The interest thus paid to its members was sought to be claimed as deduction in
computing the income of the assessee.
The
Income Tax Officer rejected the claim holding that the amount did not represent
loans taken by the assessee .or capital borrowed for the purpose of its
business. The Appellate Assistant Commissioner confirmed the disallowance. The
Income Tax Appellate Tribunal accepted the second appeal of the assessee and
held that it was not necessary that borrowing must contain an element of
payment of interest and that even if a deposit was made by the members of the
society which waS utilised for the purpose of the business of the assessee, the
funds represented by such deposit would be 'capital borrowed' for the purpose
of s. 36(1)(iii) of the Income Tax Act, 1961. The High Court agreed with the
view taken by the Appellate Tribunal and answered the questions referred to it
in favour of the assessee and against the Revenue.
While
allowing the appeals and answering the questions in the negative in favour of
the Revenue, this Court.
841
HELD:
(1)
Section 36(1)(iii) of the Income Tax Act, 1961 provides that in computing the
income chargeable under the head 'profits and gains of business or profession'
a deduction shall be allowed of the amount of interest paid in respect of
capital borrowed for the purposes of the business or profession. [845G,H]
(2)
The words 'borrowed money' should not be given a strained meaning and it should
be considered whether in ordinary commercial usage the relationship was that of
a borrower and lender and the transactions'were loan transactions. To
constitute borrowed money there must be a real borrowing and a real lending.
[846B,D]
(3) It
is apparent that the deposits made by the members cannot be regarded as loans
advanced by the members to the assessee. There was never any intention between
the assessee and its members to treat the deposits made by the members as loans
and that the relationship between the assessee and the members should be that
of borrower and lender., [847F,G] Port of London Authority v. Commissioner of
Inland Revenue, [1922] 2 KB 599 (CA); Commissioner of Inland Revenue v. Port of
London Authority, [1923] AC 507; Inland Revenue Commissioner v. Rowntree &
Co. Ltd., [1948] 1 ALL ER 482 (CA); Commissioner of Income-tax, Gujarat v. Rajkot
Seeds, Oil & Bullion Merchants Association Ltd., [1975] 101 ITR 748;
Commissioner of Excess Profits Tax, Central Calcutta v. Bhartia Electric Steel
Co. Ltd., [1954] 25 ITR 192; Bombay Steam Navigation Co. [1953]; Private Ltd.

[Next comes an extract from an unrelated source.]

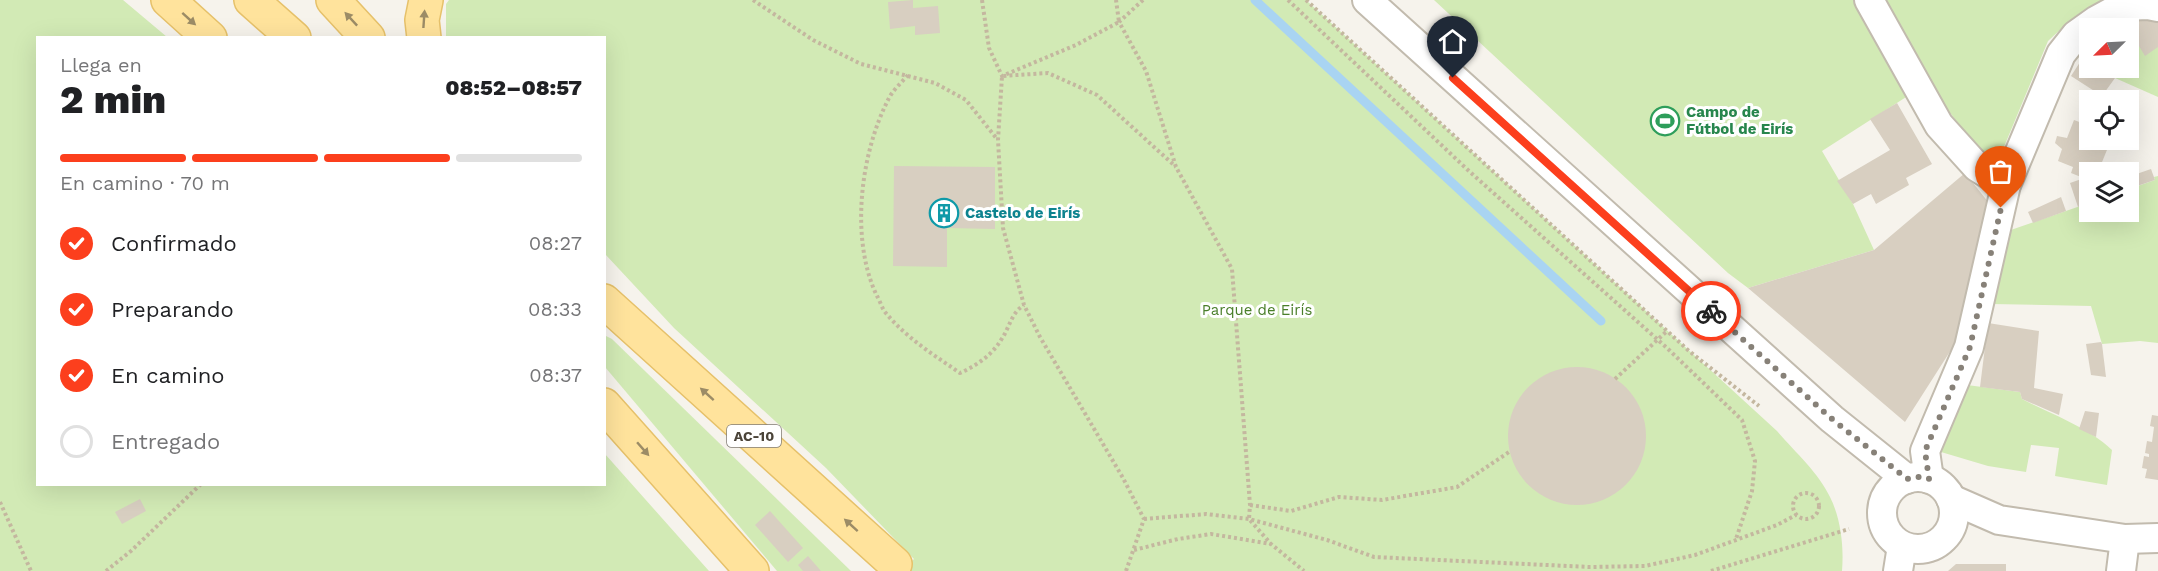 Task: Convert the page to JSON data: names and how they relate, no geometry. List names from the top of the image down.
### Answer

v. Commissioner of Income-tax Bombay, [1965]
56 ITR 52 and Madhav Prasad Jatia v. Commissioner of Income-tax Uttar Pradesh,
[1979] 118 ITR 200, referred to.
(4) A
loan necessarily supposes a return of the money loaned. The circumstance that there
was no certainty that any balance would remain for refund to the members would
in itself indicate that the deposits could not be regarded as loans. [847G,H]
CIVIL
APPELLATE JURISDICTION: Civil Appeals Nos. 1358-61 of 1979.
From
the Judgment and Order dated 6.9.78 of the Allahabad High Court in I.T.R. No.
114/78.
B .B. Ahuja,
K.C. Dua and Miss. A. Subhashini for the appellants.
842
S.C. Manchanda, Mrs. A.K. Verma and Joel Pares for the respondent.
The
Judgment of the Court was delivered by PATHAK, CJ. These appeals by special
leave are directed against the judgment of the High Court at Allahabad disposing of an Income-tax
Reference in favour of the assessee and against the Revenue.
The assessee
is a co-operative society running a sugar mill. For the assessment year 1968-69
it claimed payment of interest amounting to Rs. 1,81,7 16. This was interest
paid to the accounts of its members, who had deposited certain amounts with the
assessee in accordance with Bye-law No. 50 and it was debited by the assessee
to its profit and loss account. In the initial years of the working of the
Society, certain partly paid shares were allotted to its farmer members. With a
view to inducing these members to make further contribution to the capital of
the Society, bye-law No. 50 was incorporated in the Bye-laws of the Society.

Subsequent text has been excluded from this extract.